Wednesday, August 09, 2006


Thomas Barger was one of the early pioneers who came to Arabia in 1937 to explore for oil. He retired 32 years later as CEO of Aramco. I remember first reading about him in an article appearing in ArabNews that talked about a book published by his son. It is a collection of letters he wrote to his wife while living in Arabia some 67 years ago. Being fascinated with such material, I went right ahead to Jarir bookstore in AlKhobar to buy the book. I had to wait for several weeks before getting the book …. I was very pleased with what I got. You see .. I have this .. passion for material relating to the recent history of this land. It developed over the last several years.

So much for that .. I will talk more about the book later, but for now I will mention that there was a picture Barger took for the town of Marat in 1939. Here is an excerpt of what he had to say about it:

“The sand in the backcountry is the reddest I've ever seen; it practically glows in the red down. There are high, bold hills with real cliffs on them rising six to eight hundred feet above the plains on the westward faces. We did not pass through many towns, but one, Marat, was as picturesque as you could wish. The earth is a reddish clay, and just outside the town is a high jabal that we climbed. We took pictures of the town spread out below us with its red-turreted walls, green gardens scattered over the plain, and the great pool in which they gather rainwater by a system of ditches."

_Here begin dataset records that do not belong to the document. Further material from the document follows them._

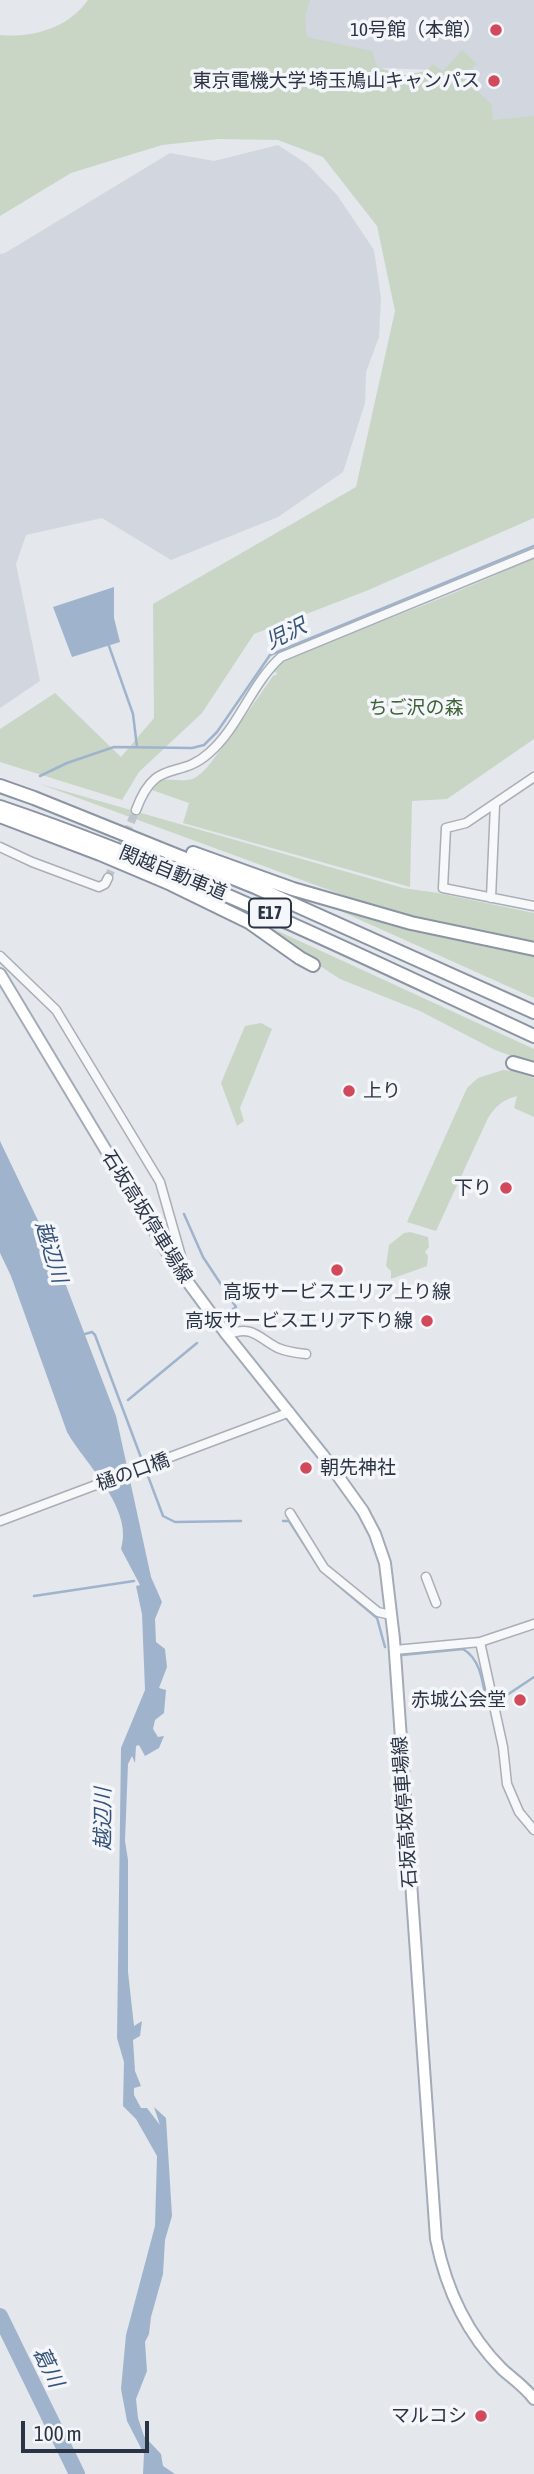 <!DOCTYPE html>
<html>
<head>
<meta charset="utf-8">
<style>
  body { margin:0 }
  #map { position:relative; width:534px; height:2474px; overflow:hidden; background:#e4e7ec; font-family:"Asap Condensed",sans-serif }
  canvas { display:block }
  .scale { position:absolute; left:21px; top:2421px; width:128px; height:32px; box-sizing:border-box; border:4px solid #2b3445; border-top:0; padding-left:9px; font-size:21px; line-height:24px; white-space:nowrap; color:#2b3445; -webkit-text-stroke:5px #f4f6f9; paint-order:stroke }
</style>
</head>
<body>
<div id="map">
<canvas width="534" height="2474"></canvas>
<div class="scale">100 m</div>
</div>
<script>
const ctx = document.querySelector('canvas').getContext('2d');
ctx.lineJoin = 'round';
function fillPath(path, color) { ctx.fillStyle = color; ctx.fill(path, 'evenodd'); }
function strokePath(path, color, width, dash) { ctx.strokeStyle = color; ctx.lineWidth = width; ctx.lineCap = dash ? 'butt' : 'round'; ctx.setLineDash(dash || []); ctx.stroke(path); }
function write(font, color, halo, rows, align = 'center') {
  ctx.font = font + ' "Asap Condensed","Noto Sans JP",sans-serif'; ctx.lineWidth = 7; ctx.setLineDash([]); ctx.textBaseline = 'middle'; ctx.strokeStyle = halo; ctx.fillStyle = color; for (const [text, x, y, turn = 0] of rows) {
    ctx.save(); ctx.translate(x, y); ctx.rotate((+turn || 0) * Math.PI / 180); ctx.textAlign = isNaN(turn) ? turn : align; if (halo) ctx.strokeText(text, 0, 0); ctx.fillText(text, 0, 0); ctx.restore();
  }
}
fillPath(new Path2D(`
  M297,0H534V174L439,70L375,68L308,52Z
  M278,145L307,164L337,195L374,250L381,298L379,337L366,372L365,403L343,472L278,517L171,560L102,518L26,535L16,564L40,681L0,708V254L5,253L170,153L214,161Z`), '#d2d6de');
fillPath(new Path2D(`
  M88,0H310L305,17L307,37L372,51L377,67L403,75L427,71L432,64L443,71L462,50L477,64L468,71L464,78L492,105L493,120L534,116V518L366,591L254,634L202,713L139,772L122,800L0,762V729L55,693L121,757L154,718L153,604L356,487L395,311L377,226L323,157L278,140L218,139L162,145L71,173L0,216V35C34,38 68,28 88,0Z
  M534,557V739L447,799L412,801L410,887L183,823L189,803L152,790L149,792L159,779C169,779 183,782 192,779C208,774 230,734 240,719H243L273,676L278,674L272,670C297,650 330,642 360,630C418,607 478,585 534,557Z
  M40,784L403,888L438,893L534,913V943L432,921L359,901Z
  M327,905L394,926L534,956V998Z
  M256,921L534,1049V1064L495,1050L420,1011L340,979L314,962L296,946Z
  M261,1023L272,1029L240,1108L244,1121L237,1126L221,1083L245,1026Z
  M503,1070L513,1071L534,1078V1117L514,1108L517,1096C503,1100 496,1105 488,1118L436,1231L407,1222L467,1088L478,1078Z
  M410,1232L428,1237L429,1247L425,1252L428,1256L427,1266L391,1279V1271L386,1266L389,1245L404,1233Z`), '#c9d6c5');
fillPath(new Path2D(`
  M114,587V618L120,642L72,657L53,607Z
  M0,1141L54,1254L116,1416L151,1577L162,1602L155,1619L156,1642L165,1649L167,1667L159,1688L166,1690L164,1713L155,1720L153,1729L158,1737L164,1736L159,1748L145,1756L139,1745L136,1746L135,1763L132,1756L128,1764L125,1841L128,1860V1972L134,2026L142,2021L140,2036L133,2040L135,2071L141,2086L134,2088V2095L141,2108H147L160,2125L154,2107L166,2118L172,2216L165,2240L163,2274L151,2317L149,2334L145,2342L147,2371L136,2399L138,2418L144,2436L161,2454L163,2466L175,2474H143L144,2454L127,2421L121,2389L126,2335L155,2226L157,2156L136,2119L123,2106L124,2062L117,2038L121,1748L145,1690L142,1614L136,1586L140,1585L121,1549C134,1508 85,1464 67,1432L11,1276L0,1253Z`), '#9fb4cc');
strokePath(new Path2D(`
  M109,646L133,714L137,747
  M40,776L67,763L114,747L192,748L204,745L217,732L270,655L534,546
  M184,1214L203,1257L236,1307L232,1310
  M85,1334L92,1332L95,1335L163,1516L175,1522L241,1521
  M128,1400L197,1343
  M283,1521H289L320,1569
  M333,1581L377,1618L385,1647
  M34,1596L134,1581
  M402,1655L463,1649C482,1660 483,1686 487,1705L501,1699L534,1677`), '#9fb4cc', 2.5);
strokePath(new Path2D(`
  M0,2316L77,2474`), '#9fb4cc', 16);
strokePath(new Path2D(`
  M108,878L136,810`), '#bfc3cb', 8, [8, 4]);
const minor = new Path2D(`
  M534,777L466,823L446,828L443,888L534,906
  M136,810C156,756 178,781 209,753C239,727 251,684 281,657L534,553
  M0,847L32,862L99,887L105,884L108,878
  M491,898L495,805
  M0,956L56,1010L160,1182L187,1277
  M227,1335C253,1324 258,1338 278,1348C287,1352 296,1353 306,1354
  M290,1513L324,1568L378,1612L391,1615
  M0,1521L290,1412
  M426,1577L436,1603
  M480,1642L534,1624
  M395,1650L480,1642L503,1747L507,1784L519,1812L534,1830`);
const major = new Path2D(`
  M0,974L173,1262L227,1335L323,1455L363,1511L375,1534L385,1563L394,1639L436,2239C446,2289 466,2333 502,2369C513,2379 525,2387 534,2399`);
const highway = new Path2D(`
  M0,786L34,798L255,887L534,1012
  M0,807C184,869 358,955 534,1036
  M0,816L100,854L171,884L249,922L300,958L313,965
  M193,853L293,889L411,923L534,949
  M513,1063L534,1069`);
strokePath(minor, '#a9aeb7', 11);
strokePath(major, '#a3abb8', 14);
strokePath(highway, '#8b94a3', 16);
strokePath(minor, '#f7f8fa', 8);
strokePath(major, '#fff', 10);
strokePath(highway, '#fff', 12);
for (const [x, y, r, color] of [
  [496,30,7,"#d1495b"],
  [494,81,7,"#d1495b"],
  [349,1091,7,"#d1495b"],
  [506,1188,7,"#d1495b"],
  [337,1270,7,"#d1495b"],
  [427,1321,7,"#d1495b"],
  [306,1468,7,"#d1495b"],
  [520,1700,7,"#d1495b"],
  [481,2416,7,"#d1495b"]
]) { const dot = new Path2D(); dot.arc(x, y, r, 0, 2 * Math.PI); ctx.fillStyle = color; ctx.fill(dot); strokePath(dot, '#f4f6f9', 2.5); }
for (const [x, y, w] of [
  [270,913,42]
]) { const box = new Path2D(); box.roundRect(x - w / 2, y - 14.5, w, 29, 5); ctx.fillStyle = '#f4f6f9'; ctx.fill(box); strokePath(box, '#2b3445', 2); }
write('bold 18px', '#2b3445', null, [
  ["E17",270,913]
]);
write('19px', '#2b3445', '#f4f6f9', [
  ["10号館（本館）",482,30],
  ["東京電機大学 埼玉鳩山キャンパス",480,81],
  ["上り",363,1091,"left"],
  ["下り",492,1188],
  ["高坂サービスエリア上り線",337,1292,"center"],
  ["高坂サービスエリア下り線",413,1321],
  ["朝先神社",320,1468,"left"],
  ["赤城公会堂",506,1700],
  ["マルコシ",467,2416]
], 'right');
write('19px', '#3f6138', '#f4f6f9', [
  ["ちご沢の森",416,708]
]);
write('19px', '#2b3445', '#f4f6f9', [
  ["関越自動車道",173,873,22],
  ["石坂高坂停車場線",147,1217,58],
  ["樋の口橋",133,1472,-20],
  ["石坂高坂停車場線",405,1812,-94]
]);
write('italic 21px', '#34527a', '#f4f6f9', [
  ["児沢",286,634,-26],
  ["越辺川",51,1252,73],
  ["越辺川",103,1819,-90],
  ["葛川",48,2367,64]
]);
</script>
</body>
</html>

I wanted to go to the place and see if I could recognize the surroundings. Armed with the picture, I headed with my partner, Hamad, to the town of Marat to see if we could find the jabal from which the picture was taken. The mountain range in the background was our reference point.

To our pleasant surprise, not only we were able to find the jabal but also recognize many of the features in the picture which are still standing today. The pool mentioned in the manuscript is still visible today as it was 67 years ago (lower left portion). Remains of the watchtower can be seen in the center right portion. In front of the watch tower (adjacent to the pool) is an empty ground that is still empty today. If you look closely, you could even see one of the ditches –encircled- ( no, we didn't hide the cache there but it was tempting and worth looking into).

The mountain was referred to as Jabal Marat by Barger and is the famous Jabal Kumait. The view from the top is superb and is a good family fun – If you have the original picture, bring with you & try playing "Find the differences". I stashed the cache in one of the old mud buildings appearing in the picture .. we were glad to see the ruins still standing and I wish the municipality restore them and keep them maintained.

Here is an article I wrote for the Today's Cacher on the subject.

Monday, August 07, 2006

Ok .. I must admit, I don’t like writing. I’m kind of .. lazy. Yeepp, I’m already feeling tired. But I still like to talk about this hobby of mine called geocaching. It is the sport where You are the search engine.

So far, I found 60 caches and hidden 24. Each cache has a story of its own. To talk about these stories and a little more, I created this blog. I will start with the most recent caches and work my way backward in time.


I have heard and read about the cannibals or Solou cave near the little village of Barrah but never knew where it lies till I came across a post in Mekshat. It gave the coordinates of the cave and so I planned the trip with my partner and cousin Hamad. The story is interesting and and will work great for a Hollywood horror movie .. something like the Texas Chain saw massacre. It is spelled out in my cache listing.

As part of our normal routine, I checked out the general area and entered the coordinates in my new GPS unit that I bought recently. Thanks to google earth, I can now study the cache area and plan my route before jumping into my car. Since it was summer time, we head for our target in the afternoon after passing by Azizyyah store on Takhassisi road to stock on food, basically two salads and lots of cold beverages.

The cave is about 1hour drive from Riyadh heading north west. Driving was mainly on paved road except for the last 8km or so. The cave lies in the Aried mountain which stands out of the flat plains between Barrah/Raghabah on the east and Marat on the west. After some off road driving, we parked our car and walked for about 15minutes to reach the cave. It is hidden from the view and so I stashed my cache and left just in time before the cannibals return. :)

Naturally, we were not in the mood to eat but since meat was not on the menu, we decided to have our salads anyway. We finished our trip by enjoying the sunset over the red dunes to the west .. the atmosphere was absolutely beautiful .. the night was clear and calm, we spent the next 3 hours on the wadi floor, gazing at the stars and listening to the filtered voice of Fairouz and her music.